- [WHAT NEEDS TO BE DONE]: Search the data for "Mariana". Return each matching line.

- [DATA RECORDS]:
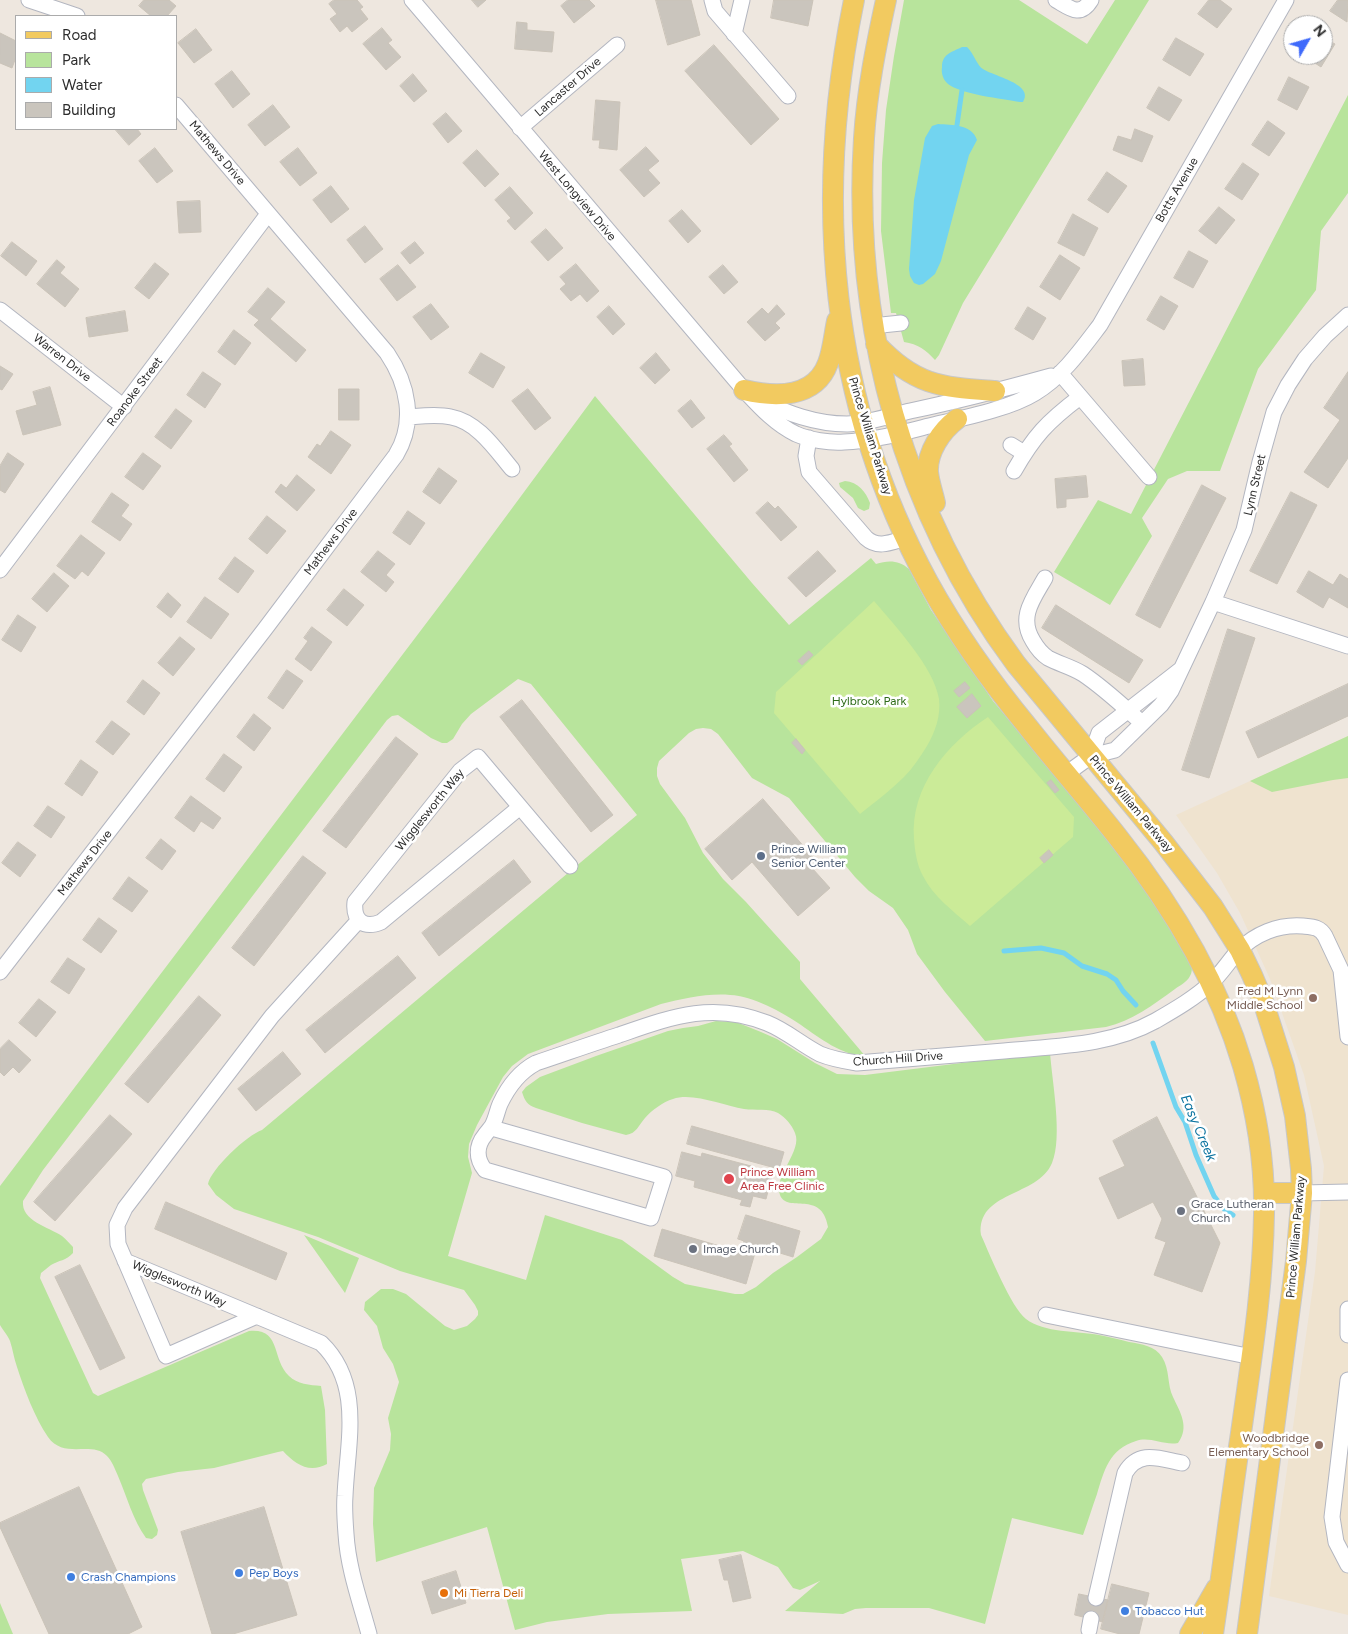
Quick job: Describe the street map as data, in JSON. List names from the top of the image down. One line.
{"streets":{"main road":["Prince William Parkway"],"street":["Lancaster Drive","Mathews Drive","Botts Avenue","West Longview Drive","Warren Drive","Roanoke Street","Lynn Street","Wigglesworth Way","Church Hill Drive"]},"crossings":[["Lancaster Drive","West Longview Drive"],["Mathews Drive","Roanoke Street"],["Botts Avenue","West Longview Drive"],["Botts Avenue","Prince William Parkway"],["West Longview Drive","Prince William Parkway"],["Warren Drive","Roanoke Street"],["Prince William Parkway","Lynn Street"],["Prince William Parkway","Church Hill Drive"]],"water":["Easy Creek"],"parks":["Hylbrook Park"],"places":["Prince William Senior Center","Fred M Lynn Middle School","Prince William Area Free Clinic","Grace Lutheran Church","Image Church","Woodbridge Elementary School","Pep Boys","Crash Champions","Mi Tierra Deli","Tobacco Hut"],"legend":["Road","Park","Water","Building"],"north":"top right"}
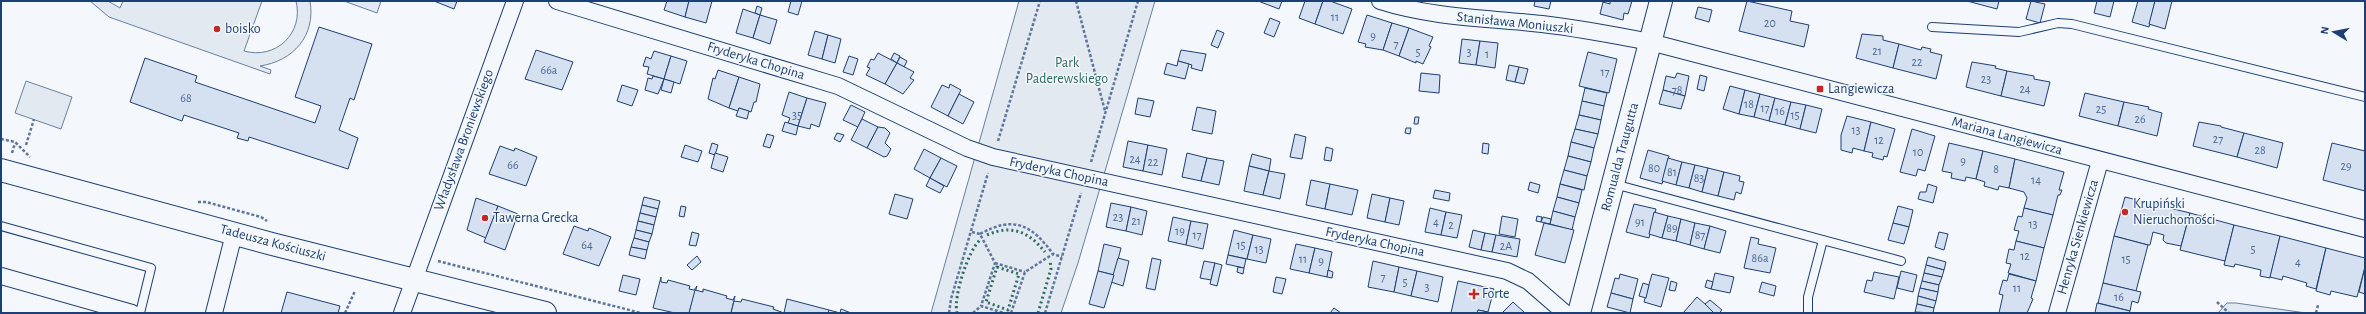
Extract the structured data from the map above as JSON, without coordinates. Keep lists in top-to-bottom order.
{
  "streets": {
    "street": [
      "Stanisława Moniuszki",
      "Fryderyka Chopina",
      "Mariana Langiewicza",
      "Władysława Broniewskiego",
      "Romualda Traugutta",
      "Henryka Sienkiewicza",
      "Tadeusza Kościuszki"
    ]
  },
  "crossings": [
    ["Stanisława Moniuszki", "Mariana Langiewicza"],
    ["Stanisława Moniuszki", "Romualda Traugutta"],
    ["Mariana Langiewicza", "Romualda Traugutta"],
    ["Mariana Langiewicza", "Henryka Sienkiewicza"],
    ["Władysława Broniewskiego", "Tadeusza Kościuszki"]
  ],
  "parks": ["Park Paderewskiego"],
  "places": {
    "other": ["boisko", "Krupiński Nieruchomości", "Tawerna Grecka"],
    "transit": ["Langiewicza"],
    "health": ["Forte"]
  },
  "house_numbers": [
    "11",
    "20",
    "9",
    "7",
    "21",
    "5",
    "3",
    "1",
    "22",
    "66a",
    "17",
    "23",
    "24",
    "78",
    "68",
    "18",
    "17",
    "25",
    "16",
    "35",
    "15",
    "26",
    "13",
    "27",
    "12",
    "28",
    "10",
    "24",
    "9",
    "22",
    "66",
    "29",
    "80",
    "8",
    "81",
    "83",
    "14",
    "23",
    "21",
    "4",
    "91",
    "13",
    "2",
    "89",
    "19",
    "17",
    "87",
    "64",
    "15",
    "2A",
    "13",
    "5",
    "12",
    "86a",
    "11",
    "15",
    "9",
    "4",
    "7",
    "5",
    "3",
    "11",
    "16"
  ],
  "north": "left"
}
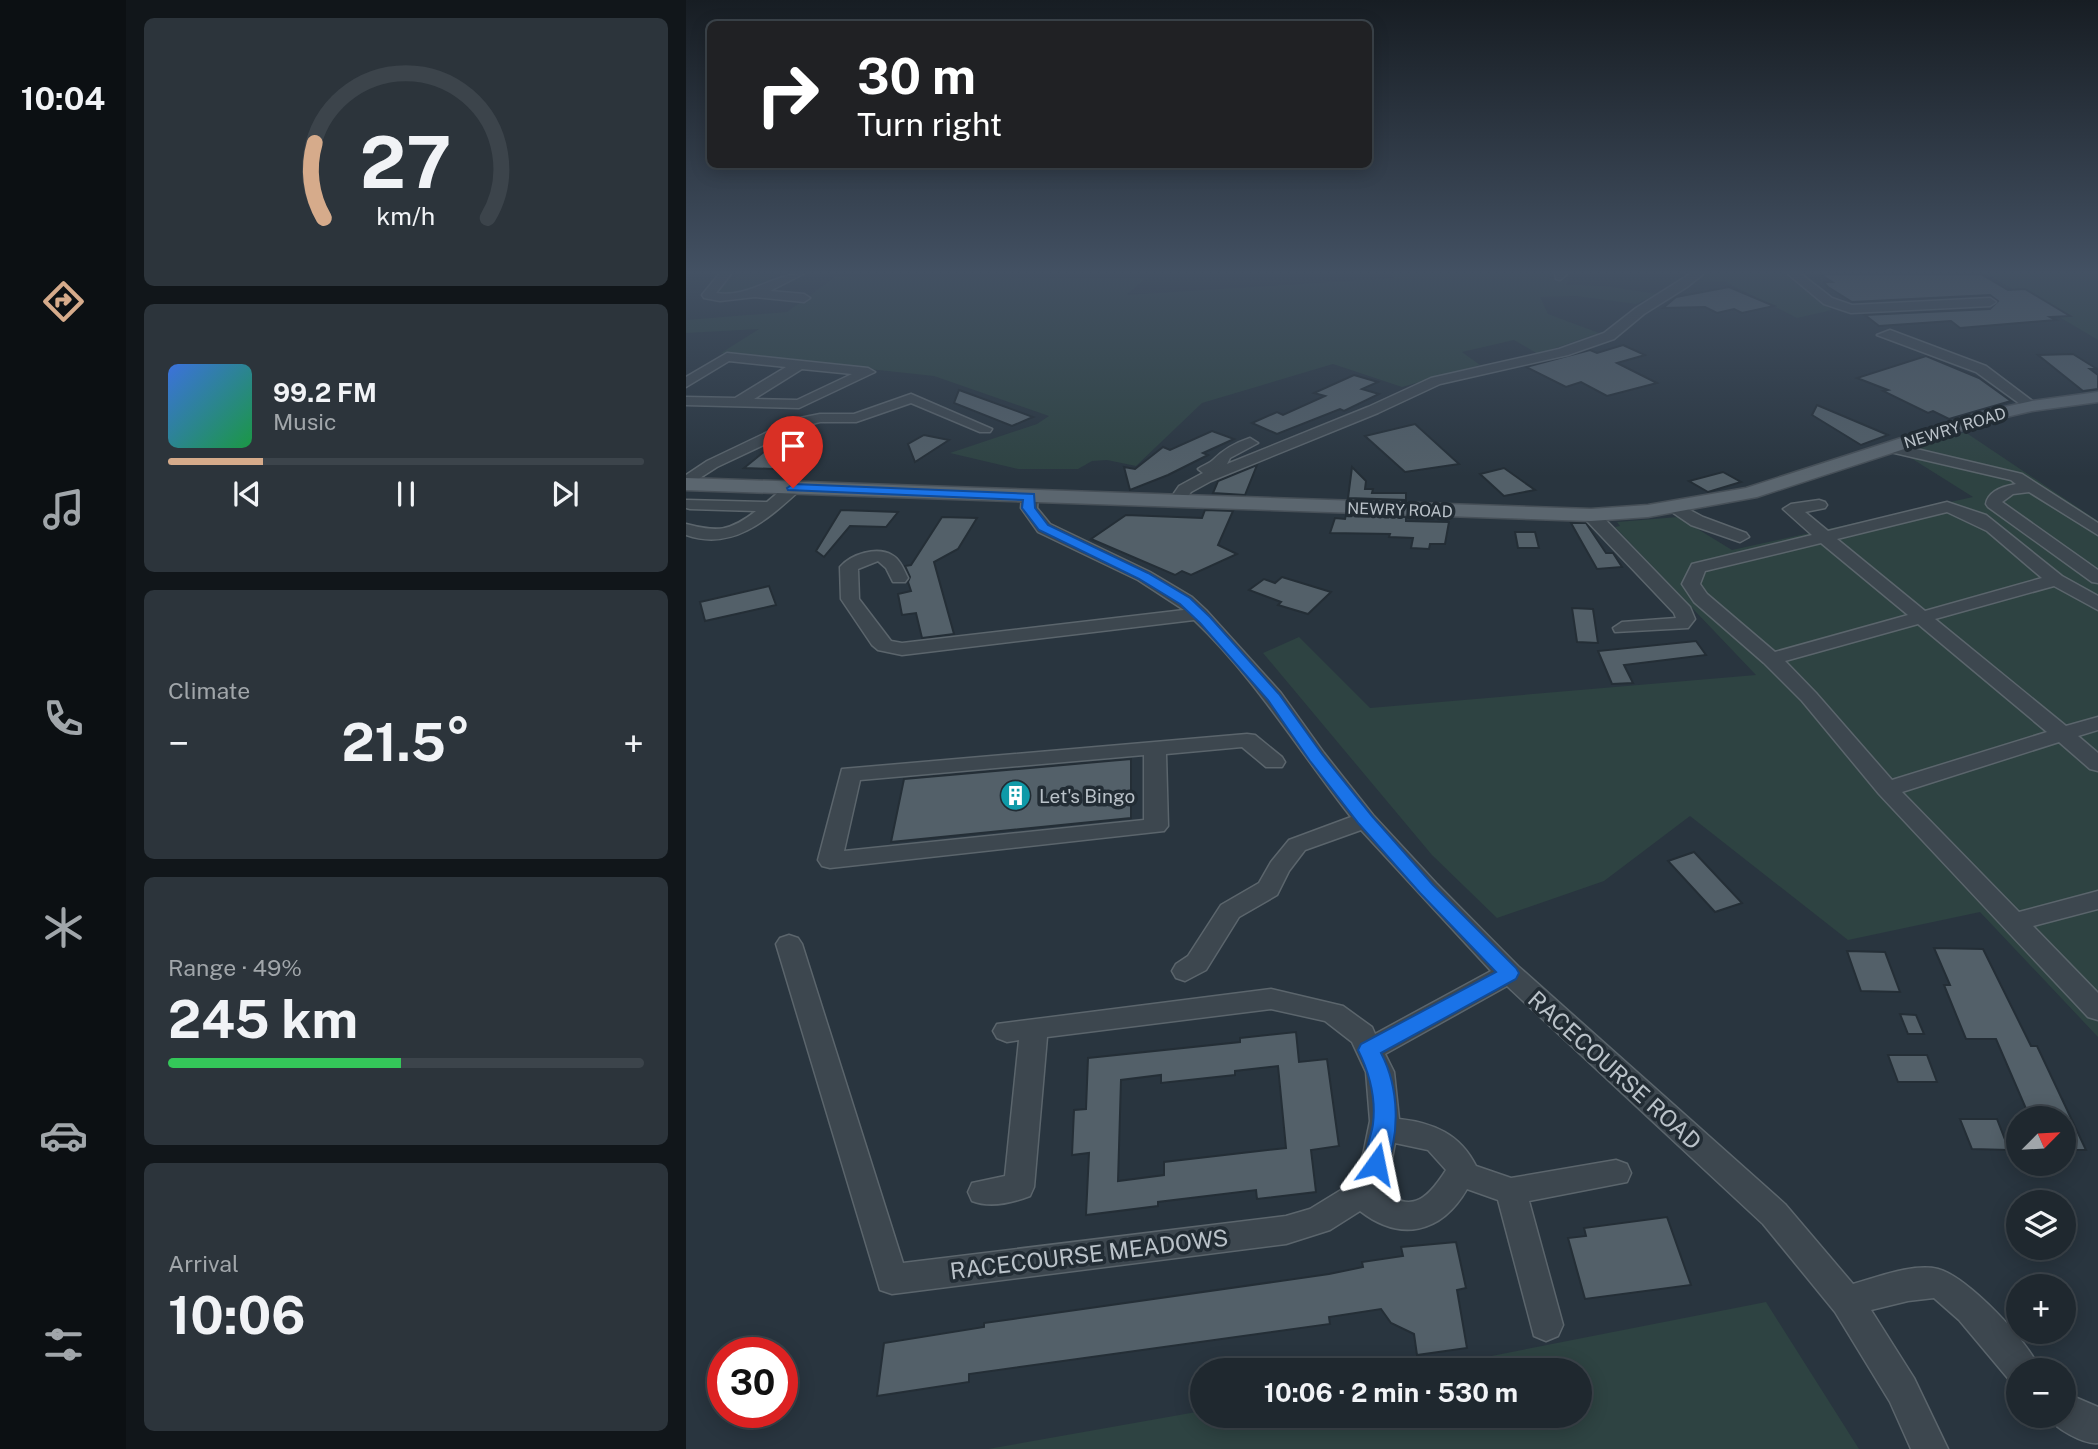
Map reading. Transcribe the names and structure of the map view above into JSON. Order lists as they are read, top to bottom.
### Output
{
  "streets": {
    "main road": ["NEWRY ROAD"],
    "street": ["RACECOURSE ROAD", "RACECOURSE MEADOWS"]
  },
  "crossings": [
    ["NEWRY ROAD", "RACECOURSE ROAD"]
  ],
  "places": {
    "building": ["Let's Bingo"]
  },
  "north": "top right",
  "page": {
    "tabs": "10:04",
    "turn": ["30 m", "Turn right"],
    "song": ["99.2 FM", "Music"],
    "tile": [
      "Climate",
      ["Range · 49%", "245 km"],
      ["Arrival", "10:06"]
    ],
    "heat": ["−", "21.5°", "+"],
    "map_buttons": ["+", "−"],
    "limit": "30",
    "trip": "10:06 · 2 min · 530 m",
    "gauge": ["27", "km/h"]
  }
}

- [WORKED SOLUTION]:
      "Mariana Langiewicza",
    ["Stanisława Moniuszki", "Mariana Langiewicza"],
    ["Mariana Langiewicza", "Romualda Traugutta"],
    ["Mariana Langiewicza", "Henryka Sienkiewicza"],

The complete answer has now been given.